Covid 19 Delta outbreak: Dr John Dunn – Saliva testing is the solution

OPINION:

Our most recent disastrous lockdown is due to two avoidable errors: allowing the virus to board in Sydney and then dumping it in Auckland’s CBD. The result is killing the economies of New Zealand and the Cook Islands.

I support Sir Ian Taylor’s call for the Government to get help “off the bench”. There is huge ability and goodwill in the business sector.

Dedicated remote MIQ has been described as too hard and too expensive. It costs Auckland $1 billion a week at level 4, mostly borne by businesses. What could you build for a billion? Trouble finding workers? Perhaps double border staff salaries and add perks and generous leave for another billion? We would still be way ahead.

This pandemic will last years. And there will be another. Proper MIQ seems like a good investment and could be used selectively alongside appropriate geo-fenced home isolation for low risk, double-vaccinated, virus-negative travellers.

More importantly, move efforts upstream and instigate saliva PCR testing immediately pre departure for any traveller to New Zealand. The technology is proven and equivalent to nasopharyngeal swab testing.

Saliva PCR is quick, non-invasive, accurate, repeatable, scalable, inexpensive and, inexplicably, unused.

Many are confused about terminology and techniques. The gold standard is Reverse Transcription- Polymerase Chain Reaction (RT-PCR) which takes the virus out of the cells, amplifies it and identifies it. It is incredibly accurate, whether the sample is obtained from a nose swab or saliva.

Saliva antigen Lateral Flow Testing (LFT) is quite different. It is widely used overseas, including in the UK, but is criticised as it lacks sensitivity. LFT has been the subject of a comprehensive and prestigious Cochrane Review which rates accuracy at only about 58 per cent. It results in a lot of missed cases (false negatives) especially in the early asymptomatic but infectious stage.

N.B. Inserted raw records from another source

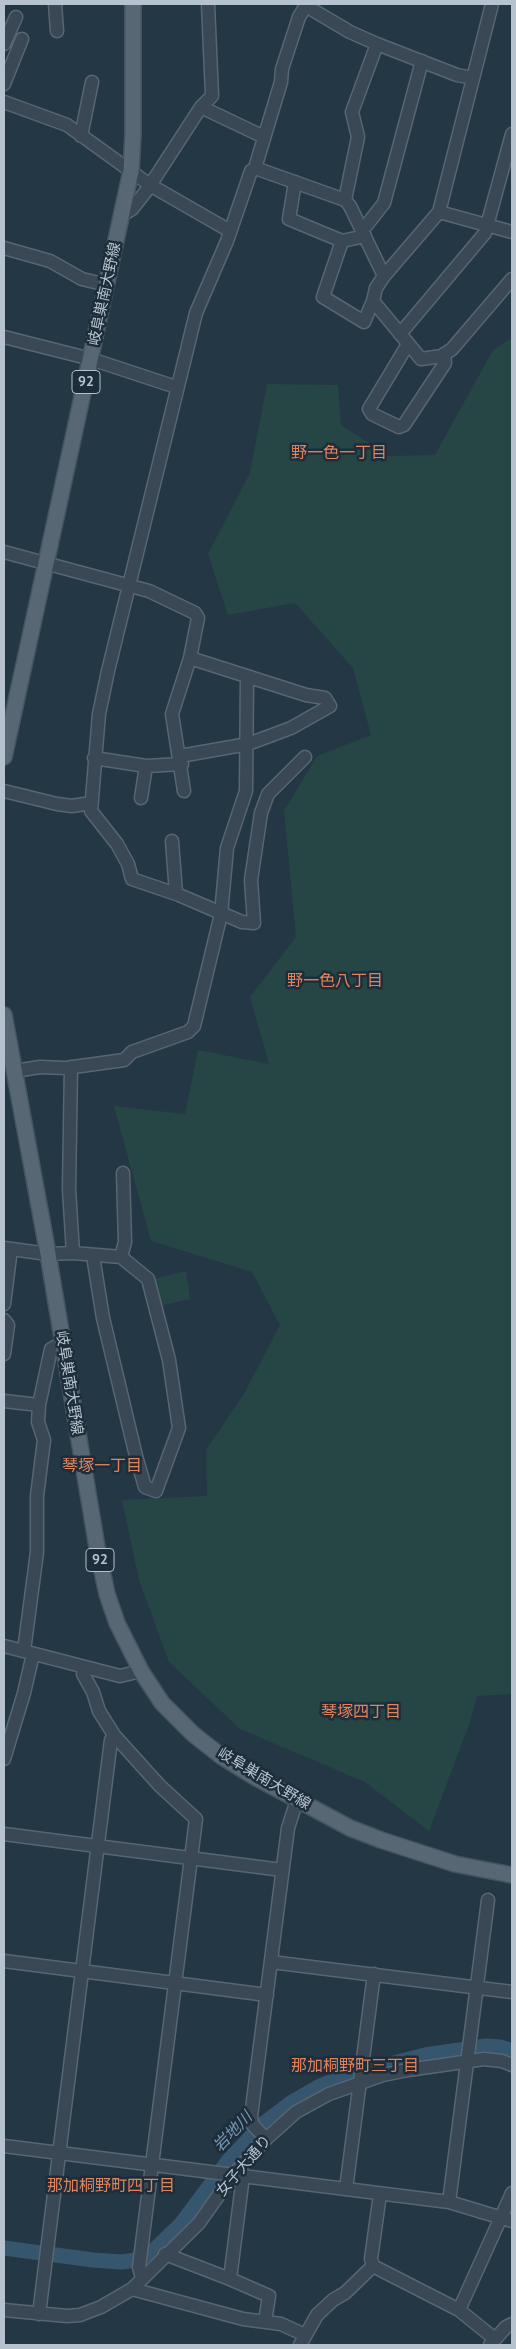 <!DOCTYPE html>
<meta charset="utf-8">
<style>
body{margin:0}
#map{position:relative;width:516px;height:2349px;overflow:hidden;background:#243745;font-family:"PT Sans",sans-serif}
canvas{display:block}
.frame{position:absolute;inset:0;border:5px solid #b6c3ce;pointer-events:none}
</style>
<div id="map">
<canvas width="516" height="2349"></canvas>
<div class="frame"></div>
</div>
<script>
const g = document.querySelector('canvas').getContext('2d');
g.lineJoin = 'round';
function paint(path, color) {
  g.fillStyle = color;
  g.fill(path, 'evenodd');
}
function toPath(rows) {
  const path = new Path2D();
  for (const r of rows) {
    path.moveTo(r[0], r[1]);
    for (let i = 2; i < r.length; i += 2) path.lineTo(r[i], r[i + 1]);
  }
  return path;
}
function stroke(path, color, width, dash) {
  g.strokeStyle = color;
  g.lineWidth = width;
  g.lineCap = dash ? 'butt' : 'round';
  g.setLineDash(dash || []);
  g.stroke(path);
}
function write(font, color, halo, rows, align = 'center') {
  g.font = font + ' "PT Sans","Noto Sans JP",sans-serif';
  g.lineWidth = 5;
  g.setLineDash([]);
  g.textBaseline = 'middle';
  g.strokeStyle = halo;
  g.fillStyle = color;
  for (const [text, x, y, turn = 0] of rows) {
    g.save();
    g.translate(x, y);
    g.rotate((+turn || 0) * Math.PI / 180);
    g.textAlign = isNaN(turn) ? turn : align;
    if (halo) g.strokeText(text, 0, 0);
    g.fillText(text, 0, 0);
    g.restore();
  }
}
paint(toPath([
 [512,338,512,1694,477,1696,470,1722,429,1831,365,1782,240,1729,169,1662,139,1580,122,1500,207,1496,206,1450,245,1392,280,1325,252,1272,151,1241,114,1106,185,1114,198,1050,269,1064,250,997,296,937,284,811,317,756,371,735,353,668,295,603,228,615,208,554,250,473,267,384,338,385,341,425,389,456,435,455,493,350],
 [186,1271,190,1299,159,1306,150,1280]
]), '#264645');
stroke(toPath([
 [4,2248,93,2260,122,2262,136,2260,153,2251,181,2224,228,2161,263,2124,292,2102,320,2086,348,2075,425,2055,486,2046,501,2047,512,2051]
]), '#36566e', 15);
const minor = toPath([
 [55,4,57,31],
 [492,4,439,212,384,276,376,288,373,301,421,359,442,356,452,349,512,279],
 [306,6,350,32,377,44,457,75,473,78],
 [4,44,16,17],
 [4,84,22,39],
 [4,102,67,125,150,185,230,231],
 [201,107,264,137],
 [81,136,92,82],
 [255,168,345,200,350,206,384,276],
 [295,182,289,219,342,241,365,236],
 [345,200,358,137,352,112,377,44],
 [439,212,512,232],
 [122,215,132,209,147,190,201,107,212,96,208,4],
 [362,229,366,226,384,203,422,61],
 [342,241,323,297,364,322,373,301],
 [4,248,50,261,82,279,107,285],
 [400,334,485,233,512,134],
 [4,337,91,359,176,387],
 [408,344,369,409,372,414,399,427,404,425,445,363,444,354],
 [4,552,149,591,195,613,198,618,190,658,172,714,184,791],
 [180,756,248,744,291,728,330,706,325,698,306,695,190,658],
 [305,757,268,794,261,813,251,880,254,923,242,922,179,895,132,879,128,864,117,844,91,811,99,714,108,671,196,313,227,241,251,171,255,168,281,82,282,69,299,17,307,4],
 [94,758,146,766,182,764],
 [4,791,57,804,72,806,91,803],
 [141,798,146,766],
 [172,841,176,893],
 [71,1067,69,1189,73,1253],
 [15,1071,40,1067,66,1068,124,1060,132,1052,188,1032,194,1026,221,914,227,848,246,791,247,677],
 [4,1248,48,1254,73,1253,121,1257],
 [93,1256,103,1318,136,1456,145,1487,156,1491,179,1428,169,1360,148,1279,121,1257,125,1242,123,1173],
 [4,1304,11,1249],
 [4,1320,8,1325,4,1354],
 [4,1401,39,1405],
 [4,1646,120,1676,141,1671],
 [24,1651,37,1552,37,1496,44,1440,38,1422,39,1405,51,1349,62,1343],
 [84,1668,83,1674,93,1692,99,1711,114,1735,160,1786,196,1819,139,2267,142,2278],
 [4,1759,24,1693,33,1654],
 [4,1834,282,1870],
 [4,1961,267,1995],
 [271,1962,512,1992],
 [266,2139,252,2124,251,2116,288,1828,297,1800],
 [4,2146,449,2202,512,2221],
 [243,2176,230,2279,269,2296,265,2321],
 [346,2189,374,1974],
 [449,2202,488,1900],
 [165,2254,230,2279],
 [373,2266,459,2310,495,2339],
 [373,2266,371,2259,380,2194],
 [132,2289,243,2319,281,2324,305,2335],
 [4,2310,67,2316,80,2315,101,2307,132,2289,199,2223,233,2175,266,2139,296,2112,329,2094,383,2075,408,2070,484,2059,502,2061,512,2065],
 [459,2310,512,2193],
 [39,2314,111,1740,114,1735],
 [300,2345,317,2315,333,2300,345,2293,373,2266],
 [490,2345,506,2327,512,2324]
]);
const major = toPath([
 [4,757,131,171,133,134,133,4],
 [4,1015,48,1254,97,1547,107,1594,117,1623,141,1671,162,1703,193,1734,221,1756,253,1776,350,1828,381,1840,455,1864,512,1875]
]);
stroke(minor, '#576672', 15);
stroke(major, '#455461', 18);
stroke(minor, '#394854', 12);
stroke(major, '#576874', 15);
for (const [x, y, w] of [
 [86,382,28],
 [100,1560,28]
]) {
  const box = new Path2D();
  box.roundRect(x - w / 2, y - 11.5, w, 23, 4);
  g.fillStyle = '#1d2d3a';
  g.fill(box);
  stroke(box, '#b6c3ce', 1);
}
write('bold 14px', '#b6c3ce', null, [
 ["92",86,382],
 ["92",100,1560]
]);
write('15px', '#b6c3ce', '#1d2d3a', [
 ["岐阜巣南大野線",105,294,-78],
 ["岐阜巣南大野線",69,1383,81],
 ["岐阜巣南大野線",264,1779,31],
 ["女子大通り",244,2166,-49]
]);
write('16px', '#e1845e', '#1d2d3a', [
 ["野一色一丁目",339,453],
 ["野一色八丁目",335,981],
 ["琴塚一丁目",102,1466],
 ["琴塚四丁目",361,1712],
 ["那加桐野町三丁目",355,2066],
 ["那加桐野町四丁目",111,2186]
]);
write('italic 16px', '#7398b4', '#1d2d3a', [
 ["岩地川",233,2132,-46]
]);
</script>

Therefore it is not appropriate where high quality screening is required.

There are several saliva PCR options in New Zealand. The Government controversially awarded its $60 million saliva contract to a large company, owned by the NZ Super Fund and Canadian interests. They have been slow to act, and use a test initially only validated against “spiked” saliva and not real world virus.

Sir Ian has been offered the MicroGEM Spitfire 6830 system for his travel trial. It awaits FDA approval.

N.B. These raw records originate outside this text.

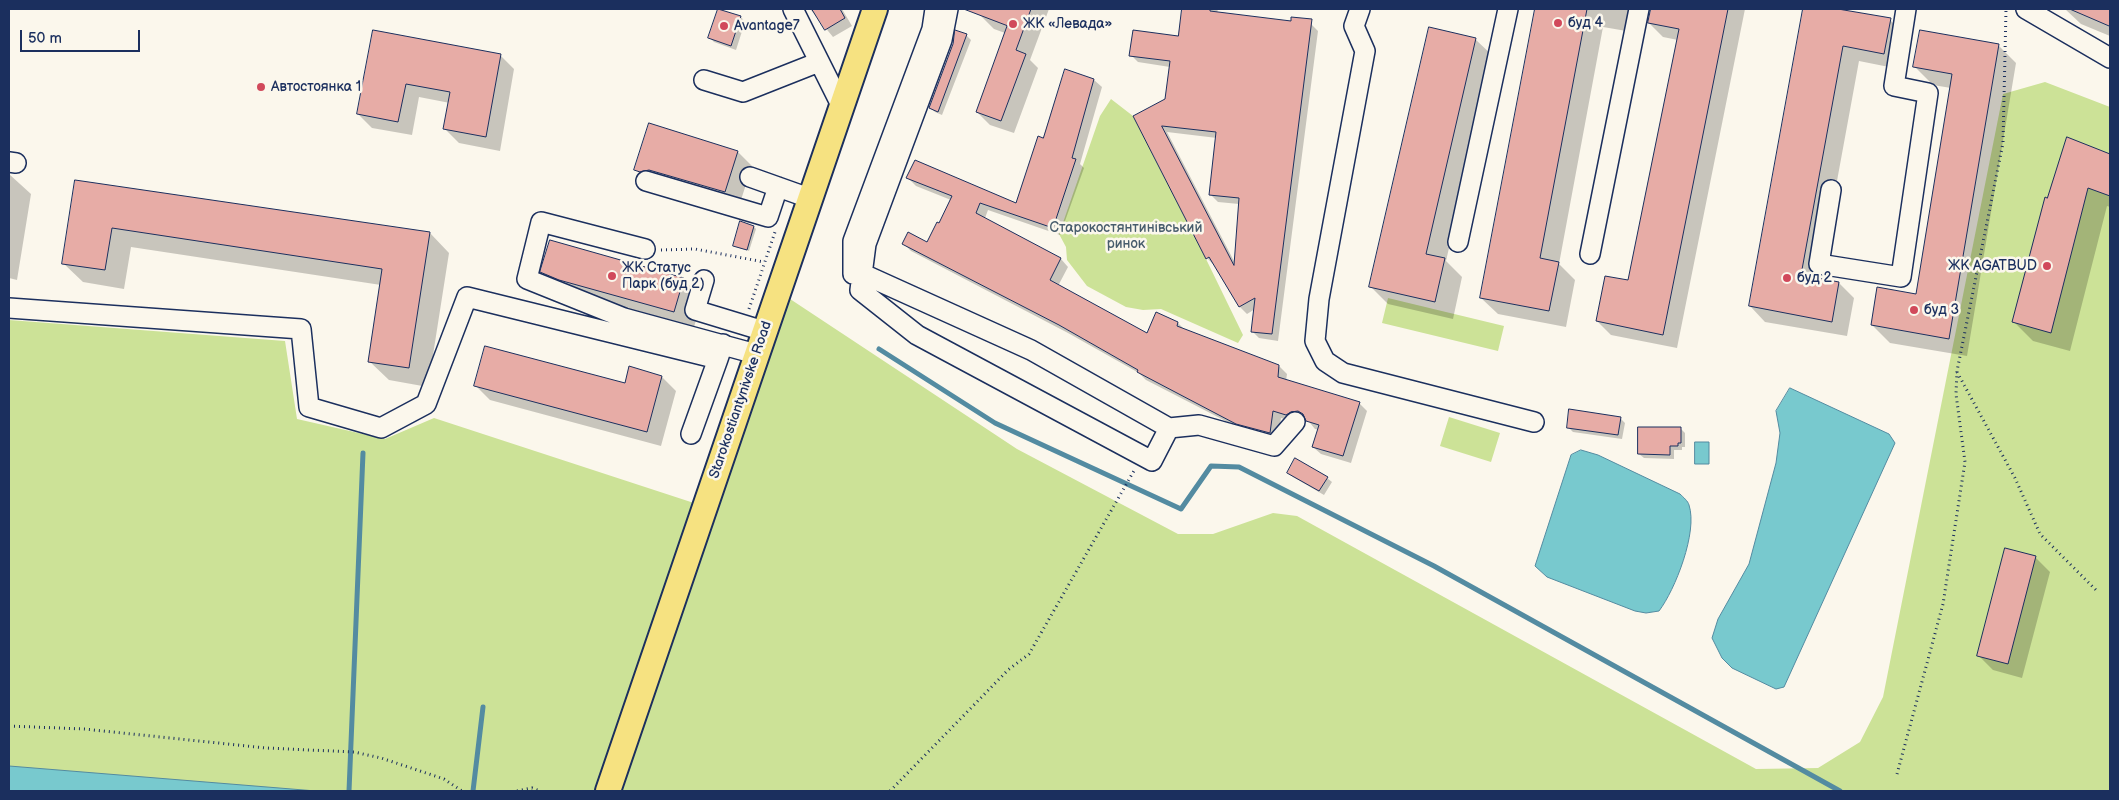 <!DOCTYPE html>
<html>
<head>
<meta charset="utf-8">
<style>
	body { margin:0 }
	#map { position:relative; width:2119px; height:800px; overflow:hidden; background:#fbf7ec; font-family:"Balsamiq Sans",sans-serif }
	canvas { display:block }
	.frame { position:absolute; inset:0; border:10px solid #1b2f5e; pointer-events:none }
	.scale { position:absolute; left:20px; top:30px; width:120px; height:22px; box-sizing:border-box; border:2px solid #1b2f5e; border-top:0; padding-left:6px; font-size:15px; line-height:18px; white-space:nowrap; color:#1b2f5e; -webkit-text-stroke:4px #fbf7ec; paint-order:stroke }
</style>
</head>
<body>
<div id="map">
<canvas width="2119" height="800"></canvas>
<div class="frame"></div>
<div class="scale">50 m</div>
</div>
<script>
const ctx = document.querySelector('canvas').getContext('2d');
ctx.lineJoin = 'round';
function fill(path, color) { ctx.fillStyle = color; ctx.fill(path, 'evenodd'); }
function strokePath(path, color, width, dash) { ctx.strokeStyle = color; ctx.lineWidth = width; ctx.lineCap = dash ? 'butt' : 'round'; ctx.setLineDash(dash || []); ctx.stroke(path); }
function drawText(font, color, halo, rows, align = 'center') {
  ctx.font = font + ' "Balsamiq Sans",sans-serif'; ctx.lineWidth = 5; ctx.setLineDash([]); ctx.textBaseline = 'middle'; ctx.strokeStyle = halo; ctx.fillStyle = color; for (const [text, x, y, turn = 0] of rows) {
    ctx.save(); ctx.translate(x, y); ctx.rotate((+turn || 0) * Math.PI / 180); ctx.textAlign = isNaN(turn) ? turn : align; if (halo) ctx.strokeText(text, 0, 0); ctx.fillText(text, 0, 0); ctx.restore();
  }
}
fill(new Path2D(`
	M2045 82 2110 107V791H616L784 295 1017 449 1178 534H1213L1273 513 1297 516 1756 769 1818 768 1860 742 1883 697 2003 94Z
	M1111 99 1133 116 1206 259 1243 335 1238 343 1161 309 1143 310 1126 307 1087 286 1067 260 1066 247 1059 234 1100 116Z
	M1388 298 1504 326 1498 351 1382 323Z
	M9 320 285 341 297 419 385 439 434 418 697 504 600 791H9Z
	M1449 417 1500 433 1491 462 1440 446Z`), '#cce297');
const water = new Path2D(`
	M1790 388 1889 434 1895 443 1784 687 1776 689 1732 668 1722 658 1712 638 1718 619 1749 564 1776 463 1780 433 1776 411Z
	M1695 442H1709V464H1695Z
	M1581 450 1598 455 1680 494C1683 497 1688 501 1689 505 1698 532 1675 590 1659 611L1646 613 1635 611 1547 577 1535 566 1571 455Z
	M9 766 316 791H9Z`);
fill(water, '#78c9ce');
strokePath(water, '#538ba1', 1);
fill(new Path2D(`
	M810 9H842L852 26 833 37Z
	M984 9H1049L1030 60 1038 68 1014 133 990 125 977 112 1005 33 994 29 981 16Z
	M1183 9H1218L1217 13 1311 24 1318 31 1278 341 1259 338 1252 331 1255 309 1247 314 1240 307 1214 265 1207 258 1135 117 1167 100 1170 67 1138 62 1131 55 1179 37ZM1167 132 1217 138 1211 195 1218 202 1239 204 1235 263Z
	M1536 9H1642L1638 33 1603 27 1559 264 1575 280 1566 327 1498 314 1481 298Z
	M1652 9H1745L1677 348 1611 335 1597 321 1629 282 1678 40 1663 37 1649 23Z
	M1804 9H1831L1890 20 1905 35 1899 69 1859 61 1819 279 1839 283 1854 298 1847 336 1765 322 1750 306Z
	M2065 9H2110V36L2081 24Z
	M719 10 741 17 745 22 736 50 714 42 710 38Z
	M374 32 500 55 514 69 500 151 459 143 445 129 450 103 419 97 412 135 372 128 358 114Z
	M966 35 971 40 942 115 935 112 930 108Z
	M1475 39 1493 56 1446 261 1462 277 1453 319 1388 304 1371 287Z
	M1998 45 2016 63 1967 356 1890 343 1872 325 1917 295 1951 88 1933 85 1915 67Z
	M1094 80 1102 87 1080 164 1084 168 1060 235 988 210 985 218 1061 259 1068 267 1058 286 1148 334 1178 323 1185 330 1279 366 1287 374 1286 381 1359 403 1367 411 1351 463 1321 454 1313 447 1319 430 1315 429 1306 418 1299 419 1294 422 1281 418 1278 440 1245 431 1146 380 1139 373 1068 333 911 251 903 243 927 244 940 225 951 200 916 186 908 178 1017 204 1044 139Z
	M2068 138 2110 155V207L2107 206 2070 351 2033 341 2014 322 2047 199Z
	M738 152 752 166 739 206 650 184 636 169Z
	M9 174 31 194 17 280 9 278Z
	M76 182 430 233 449 253 428 387 389 380 369 361 381 285 131 247 124 289 83 282 63 263Z
	M754 227 756 229 749 251 736 247 734 245Z
	M542 272 683 279 702 298 693 331 561 291Z
	M630 368 662 377 676 391 661 446 490 400 476 386 626 384Z
	M1620 418 1625 423 1622 439 1573 432 1568 427Z
	M1681 429 1685 433V447H1682V450H1674V459L1644 458 1639 454Z
	M1288 473 1327 478 1332 482 1324 495 1293 477Z
	M2006 550 2036 558 2050 572 2022 678 1993 670 1979 656Z`), '#0003');
strokePath(new Path2D(`
	M879 349 995 423 1181 509 1211 466 1239 467 1434 566 1840 791
	M349 791 363 453
	M473 791 483 707`), '#538ba1', 5);
const building = new Path2D(`
	M718 9 741 16 731 46 708 38Z
	M812 9H840L845 18 825 30Z
	M964 9H1031L1016 50 1026 54 1001 121 976 112 1007 26Z
	M1182 9H1210V11L1291 21V17L1312 19 1272 334 1251 332 1255 298 1239 307 1209 257 1206 259 1133 116 1165 99 1170 61 1129 56 1133 30 1178 36ZM1162 126 1216 132 1209 195 1239 198 1234 265Z
	M1535 9H1587L1540 258 1559 262 1549 311 1480 298Z
	M1651 9H1728L1663 335 1596 321 1605 276 1628 280 1679 29 1648 23Z
	M1803 9H1838L1891 18 1884 54 1843 46 1801 275 1839 282 1832 322 1749 306Z
	M2070 9H2110V26Z
	M1429 27 1476 38 1426 254 1445 258 1435 302 1369 287Z
	M373 30 501 54 486 137 443 129 450 92 406 84 398 122 357 114Z
	M955 30 967 34 938 112 929 108 953 44Z
	M1920 30 1999 44 1949 339 1871 325 1877 287 1916 294 1952 74 1913 67Z
	M1065 69 1094 79 1072 158 1076 159 1053 228 980 203 976 213 1061 258 1050 280 1147 333 1156 312 1178 322 1177 326 1279 365 1278 377 1360 402 1343 456 1312 447 1319 425 1306 421 1303 414 1298 411 1291 412 1286 415 1273 411 1270 433 1236 424 1137 372 1138 370 1059 325 902 244 908 232 927 242 937 222 939 223 952 196 906 178 915 160 1016 203 1038 136 1043 138Z
	M649 123 738 151 725 192 649 170 640 172 634 170Z
	M2067 137 2110 154V196L2088 188 2051 333 2012 322 2045 197 2047 198Z
	M75 180 430 232 409 368 368 362 382 269 112 228 105 270 62 264Z
	M740 221 754 226 747 250 733 246Z
	M550 240 684 278 674 312 559 280 540 272Z
	M485 346 625 383 629 366 662 376 647 432 474 386Z
	M1569 409 1621 417 1618 435 1567 428Z
	M1638 427H1681V443H1678V446H1670V455L1638 454Z
	M1295 458 1328 477 1319 491 1287 473Z
	M2005 548 2036 556 2008 664 1977 656Z`);
fill(building, '#e7aca6');
strokePath(building, '#1b2f5e', 1);
const minor = new Path2D(`
	M793 9 841 105
	M935 9 932 29 853 241V274H863L1031 350 1169 428 1152 461 917 335 860 290 866 244 942 40 948 9
	M1360 9 1354 26 1365 51 1319 299 1315 341 1325 361 1343 373 1534 422
	M2026 9 2110 58
	M704 80 743 92 819 62
	M9 162 16 163
	M750 177 809 198
	M646 181 768 217 778 187
	M1831 190 1819 264 1901 277 1928 93 1894 86 1906 9
	M1458 242 1508 9
	M645 249 541 222 527 279 624 318 756 354
	M1590 254 1639 9
	M704 280 695 310 764 331
	M9 308 301 329 309 407 381 428 426 404 467 297 718 359 723 344
	M1169 428 1199 425 1274 446 1295 422
	M691 434 718 359`);
const major = new Path2D(`
	M608 791 875 9`);
strokePath(minor, '#1b2f5e', 22);
strokePath(major, '#1b2f5e', 28);
strokePath(new Path2D(`
	M661 250 695 249 764 262
	M749 309 775 232
	M1957 372 2015 478 2040 534 2098 592
	M9 726 84 729 266 748 354 752 381 758 444 779 462 791
	M1897 774 1943 604 1965 462 1956 394 1957 371 2003 143 2006 9
	M517 791 532 788 540 791
	M890 791 1008 670 1029 654 1135 469`), '#1b2f5e', 3, [1, 4]);
strokePath(minor, '#fbf7ec', 19);
strokePath(major, '#f6e281', 24);
for (const [x, y, r, color] of [
	[1558,23,5,"#d1495b"],
	[1013,24,5,"#d1495b"],
	[724,26,5,"#d1495b"],
	[261,87,5,"#d1495b"],
	[2047,266,5,"#d1495b"],
	[612,276,5,"#d1495b"],
	[1787,278,5,"#d1495b"],
	[1914,310,5,"#d1495b"]
]) { const dot = new Path2D(); dot.arc(x, y, r, 0, 2 * Math.PI); ctx.fillStyle = color; ctx.fill(dot); strokePath(dot, '#fbf7ec', 2); }
drawText('14px', '#1b2f5e', '#fbf7ec', [
	["буд 4",1568,23],
	["ЖК «Левада»",1023,24],
	["Avantage7",734,26],
	["Автостоянка 1",271,87],
	["ЖК AGATBUD",2037,266,"right"],
	["ЖК Статус",622,268],
	["Парк (буд 2)",622,284],
	["буд 2",1797,278],
	["буд 3",1924,310]
], 'left');
drawText('14px', '#475c6c', '#fbf7ec', [
	["Старокостянтинівський",1126,228],
	["ринок",1126,244]
]);
drawText('14px', '#1b2f5e', '#fbf7ec', [
	["Starokostiantynivske Road",741,400,-71]
]);
</script>
</body>
</html>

Two other companies use fully validated protocols from the University of Illinois and Yale University respectively. The latter group, Ubiquitome, locally produces a miniaturised, benchtop, point-of-care, FDA and Medsafe approved PCR analyser. Kiwi ingenuity at its best. A result is obtained in 90 mins appearing in real time through an app.

We are employing this for all staff twice weekly, and all patients pre admission, at our private hospital. It works excellently.

We also mandate staff vaccination, as for all healthcare workers in NSW. In NZ, the Medical Council, the Medical Association and Colleges of GPs, Surgeons and Anaesthetists all call for this. Why mandatory vaccination is not in place in our hospitals, and indeed many industries, remains a mystery.

Covid-19 has become a disease of the unvaccinated. This is more than an issue of individual rights as this group threatens to overwhelm our health system when they get sick.

While handwringing prevarication paralyses Cabinet, business needs to take the lead on vaccination and screening. Air New Zealand has just mandated vaccination for international travellers, but could also establish airport-based PCR testing. Initially start in Auckland to allow safe reopening of the Cook Islands bubble, and then in Australia for NZ bound passengers.

The key question is “Does this person have the virus right here, right now?”. Saliva PCR answers that reliably, on the spot, within two hours. Then they can safely get on the plane or enter the hospital.

To borrow Sir Ian’s analogy, I am sick of warming the bench and, unless red-carded, would gladly join his rapid and thoughtful initiative. We can bring our expertise and experience to support his trial.

Our government is doing many things well, but too slowly, including vaccine ordering and delivery, pre-departure saliva PCR, travel to Covid-free countries and intelligent isolation. The Cook Islands government meanwhile has been exemplary in achieving literally 99.9 per cent vaccination.

Finally, the team of 1.5 million has taken enough hits for the other team of 3.5 million, and the expat team of 1 million. Let’s take the MIQ, and not the mickey, out of Auckland.

– Dr John Dunn is CEO of Endoscopy Auckland and honorary medical advisor to the Cook Islands Prime Minister.